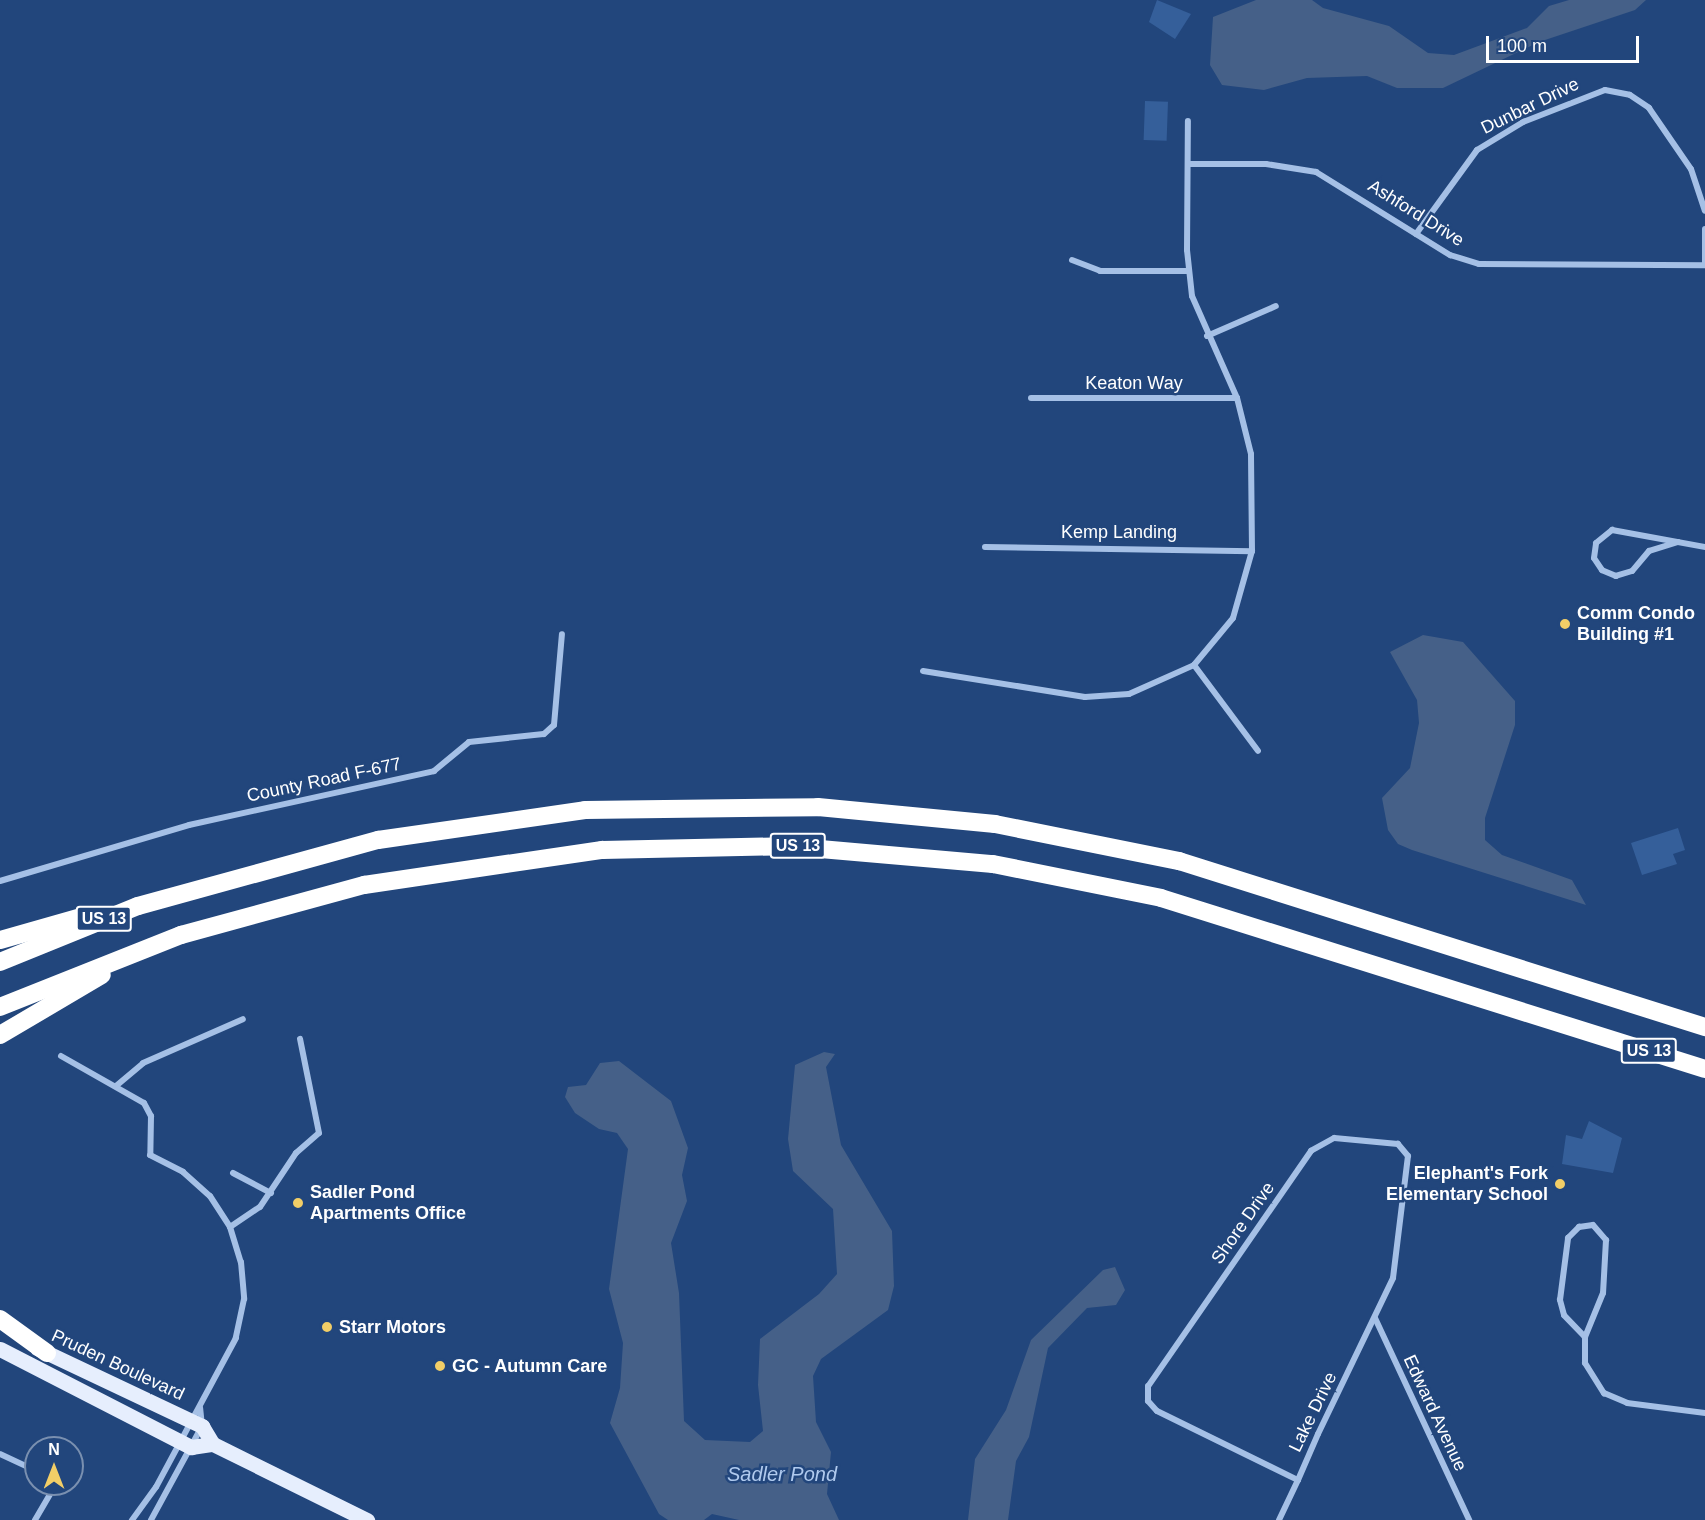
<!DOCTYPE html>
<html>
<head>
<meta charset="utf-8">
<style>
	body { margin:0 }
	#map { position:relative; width:1705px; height:1520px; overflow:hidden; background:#22467c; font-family:Helvetica,sans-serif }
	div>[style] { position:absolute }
	.green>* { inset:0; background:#355f9a; transform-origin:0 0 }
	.water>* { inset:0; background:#456088 }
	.minor>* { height:6px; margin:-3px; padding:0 3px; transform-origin:3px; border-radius:3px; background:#a5c0e6 }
	.primary>* { height:15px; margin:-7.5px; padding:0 7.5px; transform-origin:7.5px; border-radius:7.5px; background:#e6eefd }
	.motorway>* { height:18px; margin:-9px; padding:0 9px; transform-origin:9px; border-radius:9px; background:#fff }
	.dots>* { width:16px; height:16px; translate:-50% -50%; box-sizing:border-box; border:3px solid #22467c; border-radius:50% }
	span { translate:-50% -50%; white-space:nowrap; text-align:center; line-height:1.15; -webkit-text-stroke:5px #22467c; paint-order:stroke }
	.shield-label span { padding:2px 4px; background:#22467c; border:2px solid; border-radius:4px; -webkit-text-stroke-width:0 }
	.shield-label { font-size:16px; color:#fff; font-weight:700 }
	.street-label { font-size:18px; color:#fff }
	.poi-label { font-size:18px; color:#fff; font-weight:700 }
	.left { translate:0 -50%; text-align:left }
	.right { translate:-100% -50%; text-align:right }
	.water-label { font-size:20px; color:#b0caee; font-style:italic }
	.north { position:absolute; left:24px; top:1436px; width:60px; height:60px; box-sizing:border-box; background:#22467c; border:2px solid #7a90b0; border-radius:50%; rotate:0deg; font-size:16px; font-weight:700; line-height:24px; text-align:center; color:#fff }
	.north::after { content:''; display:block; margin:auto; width:21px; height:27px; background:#f2ce67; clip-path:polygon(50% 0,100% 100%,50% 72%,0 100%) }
	.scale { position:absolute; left:1486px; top:36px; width:153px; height:27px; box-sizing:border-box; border:3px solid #fff; border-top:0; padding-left:8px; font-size:18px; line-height:21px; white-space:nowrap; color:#fff; -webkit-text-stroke:4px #22467c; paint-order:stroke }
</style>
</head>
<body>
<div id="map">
	<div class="green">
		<div style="clip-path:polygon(1157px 0,1191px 14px,1175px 39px,1149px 22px)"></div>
		<div style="left:1145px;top:101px;width:23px;height:39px;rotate:2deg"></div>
		<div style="clip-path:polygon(1678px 828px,1685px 850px,1673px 854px,1677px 864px,1642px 875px,1631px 843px)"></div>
		<div style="clip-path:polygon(1589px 1121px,1622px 1138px,1613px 1173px,1562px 1164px,1566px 1135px,1582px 1139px)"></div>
	</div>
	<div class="water">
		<div style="clip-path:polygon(1256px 0,1312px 0,1323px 8px,1389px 26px,1428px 53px,1454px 55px,1527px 28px,1549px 6px,1569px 0,1646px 0,1635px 10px,1539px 42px,1443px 88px,1397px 88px,1367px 76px,1307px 78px,1264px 90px,1222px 85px,1210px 65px,1213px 17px)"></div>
		<div style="clip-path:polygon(1423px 635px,1463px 642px,1515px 701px,1515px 725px,1485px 818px,1485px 840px,1502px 855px,1572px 880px,1586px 905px,1412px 850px,1398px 844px,1388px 830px,1382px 798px,1410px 768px,1419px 723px,1417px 700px,1390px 652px)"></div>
		<div style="clip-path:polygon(824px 1052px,835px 1054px,826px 1067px,841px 1145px,892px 1231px,894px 1286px,888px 1310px,821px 1359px,813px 1376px,816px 1422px,831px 1452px,827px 1494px,839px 1520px,739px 1520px,712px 1514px,704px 1520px,668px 1520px,659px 1514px,610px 1423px,620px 1388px,623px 1343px,609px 1289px,628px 1149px,617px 1133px,599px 1129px,575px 1113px,565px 1097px,568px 1087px,586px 1085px,600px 1063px,619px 1061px,671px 1101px,688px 1148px,682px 1175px,687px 1201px,671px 1243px,679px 1293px,684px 1421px,705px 1440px,750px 1442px,763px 1431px,758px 1385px,760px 1339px,819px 1294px,837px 1274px,833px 1209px,793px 1171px,788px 1139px,795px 1065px)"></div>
		<div style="clip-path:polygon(1115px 1267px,1125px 1290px,1116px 1305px,1087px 1308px,1048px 1348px,1029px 1437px,1016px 1461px,1008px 1520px,968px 1520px,975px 1459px,1006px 1410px,1031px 1340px,1103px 1270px)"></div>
	</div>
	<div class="minor">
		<div style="left:1188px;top:164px;width:78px"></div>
		<div style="left:1266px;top:164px;width:51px;rotate:9.1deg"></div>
		<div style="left:1316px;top:172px;width:158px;rotate:31.8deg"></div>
		<div style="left:1450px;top:255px;width:30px;rotate:17deg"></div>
		<div style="left:1479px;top:264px;width:226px;rotate:0.3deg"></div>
		<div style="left:1416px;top:234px;width:104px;rotate:-54deg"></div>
		<div style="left:1477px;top:150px;width:54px;rotate:-31.3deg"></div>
		<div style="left:1523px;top:122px;width:88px;rotate:-21.3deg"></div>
		<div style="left:1605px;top:90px;width:25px;rotate:11deg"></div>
		<div style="left:1630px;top:95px;width:23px;rotate:34deg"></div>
		<div style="left:1649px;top:108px;width:74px;rotate:55.5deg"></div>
		<div style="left:1691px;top:169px;width:44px;rotate:71.6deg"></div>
		<div style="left:1072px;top:260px;width:30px;rotate:21deg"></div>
		<div style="left:1100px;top:271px;width:88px"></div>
		<div style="left:1705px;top:265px;width:36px;rotate:-90deg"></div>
		<div style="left:1207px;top:336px;width:75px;rotate:-23.5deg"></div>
		<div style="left:1031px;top:398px;width:206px"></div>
		<div style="left:1678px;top:542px;width:30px;rotate:163deg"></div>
		<div style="left:1649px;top:551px;width:26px;rotate:130deg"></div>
		<div style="left:1632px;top:571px;width:17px;rotate:163deg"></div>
		<div style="left:1616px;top:576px;width:15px;rotate:-157deg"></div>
		<div style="left:1602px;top:570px;width:14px;rotate:-124deg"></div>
		<div style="left:1594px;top:558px;width:15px;rotate:-82deg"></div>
		<div style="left:1596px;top:543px;width:21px;rotate:-39deg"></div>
		<div style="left:1612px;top:530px;width:95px;rotate:10.4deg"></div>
		<div style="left:985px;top:547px;width:267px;rotate:0.9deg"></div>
		<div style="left:1194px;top:665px;width:107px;rotate:53.3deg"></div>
		<div style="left:923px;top:671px;width:164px;rotate:9.1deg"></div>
		<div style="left:1085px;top:697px;width:44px;rotate:-3.9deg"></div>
		<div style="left:1129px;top:694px;width:71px;rotate:-24deg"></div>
		<div style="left:1194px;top:665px;width:61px;rotate:-50.3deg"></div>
		<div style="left:1233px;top:618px;width:70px;rotate:-74.2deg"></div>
		<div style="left:1252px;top:551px;width:97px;rotate:-90.6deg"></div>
		<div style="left:1251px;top:454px;width:58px;rotate:-104deg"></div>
		<div style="left:1237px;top:398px;width:111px;rotate:-113.8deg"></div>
		<div style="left:1192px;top:296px;width:46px;rotate:-96.2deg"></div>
		<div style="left:1187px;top:250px;width:129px;rotate:-89.6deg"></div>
		<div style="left:0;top:881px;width:197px;rotate:-16.5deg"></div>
		<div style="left:189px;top:825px;width:251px;rotate:-12.4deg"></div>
		<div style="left:434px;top:771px;width:45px;rotate:-39.6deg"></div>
		<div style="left:469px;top:742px;width:75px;rotate:-6.1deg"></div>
		<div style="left:544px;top:734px;width:13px;rotate:-42deg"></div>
		<div style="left:554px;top:725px;width:91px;rotate:-85deg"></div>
		<div style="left:61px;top:1056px;width:95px;rotate:29.5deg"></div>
		<div style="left:144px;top:1103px;width:15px;rotate:62deg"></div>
		<div style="left:151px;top:1116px;width:39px;rotate:91deg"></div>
		<div style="left:150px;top:1155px;width:37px;rotate:27deg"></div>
		<div style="left:183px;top:1172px;width:36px;rotate:42deg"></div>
		<div style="left:210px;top:1196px;width:37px;rotate:57deg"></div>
		<div style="left:230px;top:1227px;width:37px;rotate:73deg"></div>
		<div style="left:241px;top:1262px;width:37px;rotate:85deg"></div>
		<div style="left:244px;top:1299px;width:40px;rotate:102deg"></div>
		<div style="left:236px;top:1338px;width:169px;rotate:118.2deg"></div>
		<div style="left:156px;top:1487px;width:41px;rotate:126deg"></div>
		<div style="left:116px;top:1086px;width:35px;rotate:-40deg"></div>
		<div style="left:143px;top:1063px;width:109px;rotate:-23.7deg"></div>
		<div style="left:233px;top:1173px;width:43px;rotate:27.8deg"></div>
		<div style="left:1593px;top:1225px;width:20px;rotate:49deg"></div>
		<div style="left:1606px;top:1240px;width:53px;rotate:93.2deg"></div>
		<div style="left:1603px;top:1293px;width:48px;rotate:112.2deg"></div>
		<div style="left:1585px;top:1337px;width:30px;rotate:-134deg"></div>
		<div style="left:1564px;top:1315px;width:16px;rotate:-105deg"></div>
		<div style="left:1560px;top:1300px;width:63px;rotate:-82.6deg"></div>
		<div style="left:1568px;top:1238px;width:16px;rotate:-45deg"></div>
		<div style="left:1579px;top:1227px;width:14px;rotate:-8deg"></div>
		<div style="left:230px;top:1227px;width:36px;rotate:-34deg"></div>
		<div style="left:260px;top:1207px;width:65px;rotate:-56.3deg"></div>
		<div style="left:296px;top:1153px;width:30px;rotate:-41deg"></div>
		<div style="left:319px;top:1133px;width:96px;rotate:-101.4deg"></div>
		<div style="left:1375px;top:1318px;width:223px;rotate:65deg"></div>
		<div style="left:1585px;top:1337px;width:26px;rotate:90deg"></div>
		<div style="left:1585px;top:1363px;width:36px;rotate:58deg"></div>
		<div style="left:1604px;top:1393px;width:25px;rotate:23deg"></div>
		<div style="left:1627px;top:1403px;width:79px;rotate:7.3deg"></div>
		<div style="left:0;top:1454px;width:40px;rotate:25deg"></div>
		<div style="left:35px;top:1520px;width:42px;rotate:-59.7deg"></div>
		<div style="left:151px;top:1520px;width:107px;rotate:-61.5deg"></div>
		<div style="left:202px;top:1426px;width:18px;rotate:-96deg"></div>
		<div style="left:1279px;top:1520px;width:44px;rotate:-64.6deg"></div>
		<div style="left:1298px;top:1480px;width:50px;rotate:-66.5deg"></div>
		<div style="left:1318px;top:1434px;width:173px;rotate:-64.3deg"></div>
		<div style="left:1393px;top:1278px;width:123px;rotate:-83deg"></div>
		<div style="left:1408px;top:1156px;width:16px;rotate:-130deg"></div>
		<div style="left:1398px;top:1144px;width:64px;rotate:-174.6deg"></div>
		<div style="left:1334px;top:1138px;width:26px;rotate:151deg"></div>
		<div style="left:1311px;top:1151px;width:286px;rotate:124.7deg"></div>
		<div style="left:1148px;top:1386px;width:15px;rotate:90deg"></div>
		<div style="left:1148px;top:1401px;width:13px;rotate:48deg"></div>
		<div style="left:1157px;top:1411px;width:157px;rotate:26.1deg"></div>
	</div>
	<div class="primary">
		<div style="left:37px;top:1348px;width:183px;rotate:25.3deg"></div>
		<div style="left:202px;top:1426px;width:21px;rotate:59deg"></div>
		<div style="left:213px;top:1444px;width:172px;rotate:26.3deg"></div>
		<div style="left:0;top:1349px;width:215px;rotate:27.2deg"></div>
		<div style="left:191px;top:1447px;width:22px;rotate:-8deg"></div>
	</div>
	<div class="motorway">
		<div style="left:0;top:940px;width:81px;rotate:-15.8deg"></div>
		<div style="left:0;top:962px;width:149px;rotate:-22.1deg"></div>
		<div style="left:138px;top:906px;width:249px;rotate:-15.4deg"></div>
		<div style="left:378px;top:840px;width:209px;rotate:-8.2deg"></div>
		<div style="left:585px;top:810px;width:233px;rotate:-0.7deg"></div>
		<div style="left:818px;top:807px;width:178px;rotate:5.5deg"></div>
		<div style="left:995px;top:824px;width:188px;rotate:11.4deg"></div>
		<div style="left:1179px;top:861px;width:552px;rotate:17.52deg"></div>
		<div style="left:0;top:1007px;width:195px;rotate:-21.7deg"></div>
		<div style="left:181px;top:935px;width:190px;rotate:-15.3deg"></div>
		<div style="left:364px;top:885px;width:241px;rotate:-8.4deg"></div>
		<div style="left:602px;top:850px;width:184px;rotate:-1.2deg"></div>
		<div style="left:786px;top:846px;width:208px;rotate:5deg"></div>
		<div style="left:993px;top:864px;width:171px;rotate:11.4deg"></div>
		<div style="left:1161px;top:898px;width:570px;rotate:17.45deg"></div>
		<div style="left:0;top:1035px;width:118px;rotate:-30.5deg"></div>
		<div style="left:0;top:1319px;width:58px;rotate:35.9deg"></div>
	</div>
	<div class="dots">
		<div style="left:1565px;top:624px;background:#f2ce67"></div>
		<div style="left:1560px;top:1184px;background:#f2ce67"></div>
		<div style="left:298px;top:1203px;background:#f2ce67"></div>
		<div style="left:327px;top:1327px;background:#f2ce67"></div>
		<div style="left:440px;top:1366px;background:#f2ce67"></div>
	</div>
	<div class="shield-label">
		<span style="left:798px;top:846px">US 13</span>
		<span style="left:104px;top:919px">US 13</span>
		<span style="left:1649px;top:1051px">US 13</span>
	</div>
	<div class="street-label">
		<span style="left:1530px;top:106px;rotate:-26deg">Dunbar Drive</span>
		<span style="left:1416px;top:213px;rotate:32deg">Ashford Drive</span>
		<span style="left:1134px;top:383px">Keaton Way</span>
		<span style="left:1119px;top:532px">Kemp Landing</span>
		<span style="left:324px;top:780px;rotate:-12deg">County Road F-677</span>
		<span style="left:1243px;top:1223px;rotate:-55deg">Shore Drive</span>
		<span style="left:118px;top:1365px;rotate:25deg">Pruden Boulevard</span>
		<span style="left:1313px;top:1412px;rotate:-64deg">Lake Drive</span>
		<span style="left:1435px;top:1413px;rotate:65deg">Edward Avenue</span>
	</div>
	<div class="poi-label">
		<span class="left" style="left:1577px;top:624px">Comm Condo<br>Building #1</span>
		<span class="right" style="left:1548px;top:1184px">Elephant's Fork<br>Elementary School</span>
		<span class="left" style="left:310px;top:1203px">Sadler Pond<br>Apartments Office</span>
		<span class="left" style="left:339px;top:1327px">Starr Motors</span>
		<span class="left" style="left:452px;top:1366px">GC - Autumn Care</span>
	</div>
	<div class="water-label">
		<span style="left:782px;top:1474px">Sadler Pond</span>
	</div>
	<div class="north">N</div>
	<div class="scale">100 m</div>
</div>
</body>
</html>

---

▶ HOW TO COMPLETE THIS TASK: From the first line of the listing above, repeat every line through the one holding "font-size:18px; color:#fff; font-weight:700". Both ends count, and pictures stay out.

▶ YOUR RESPONSE:
<!DOCTYPE html>
<html>
<head>
<meta charset="utf-8">
<style>
	body { margin:0 }
	#map { position:relative; width:1705px; height:1520px; overflow:hidden; background:#22467c; font-family:Helvetica,sans-serif }
	div>[style] { position:absolute }
	.green>* { inset:0; background:#355f9a; transform-origin:0 0 }
	.water>* { inset:0; background:#456088 }
	.minor>* { height:6px; margin:-3px; padding:0 3px; transform-origin:3px; border-radius:3px; background:#a5c0e6 }
	.primary>* { height:15px; margin:-7.5px; padding:0 7.5px; transform-origin:7.5px; border-radius:7.5px; background:#e6eefd }
	.motorway>* { height:18px; margin:-9px; padding:0 9px; transform-origin:9px; border-radius:9px; background:#fff }
	.dots>* { width:16px; height:16px; translate:-50% -50%; box-sizing:border-box; border:3px solid #22467c; border-radius:50% }
	span { translate:-50% -50%; white-space:nowrap; text-align:center; line-height:1.15; -webkit-text-stroke:5px #22467c; paint-order:stroke }
	.shield-label span { padding:2px 4px; background:#22467c; border:2px solid; border-radius:4px; -webkit-text-stroke-width:0 }
	.shield-label { font-size:16px; color:#fff; font-weight:700 }
	.street-label { font-size:18px; color:#fff }
	.poi-label { font-size:18px; color:#fff; font-weight:700 }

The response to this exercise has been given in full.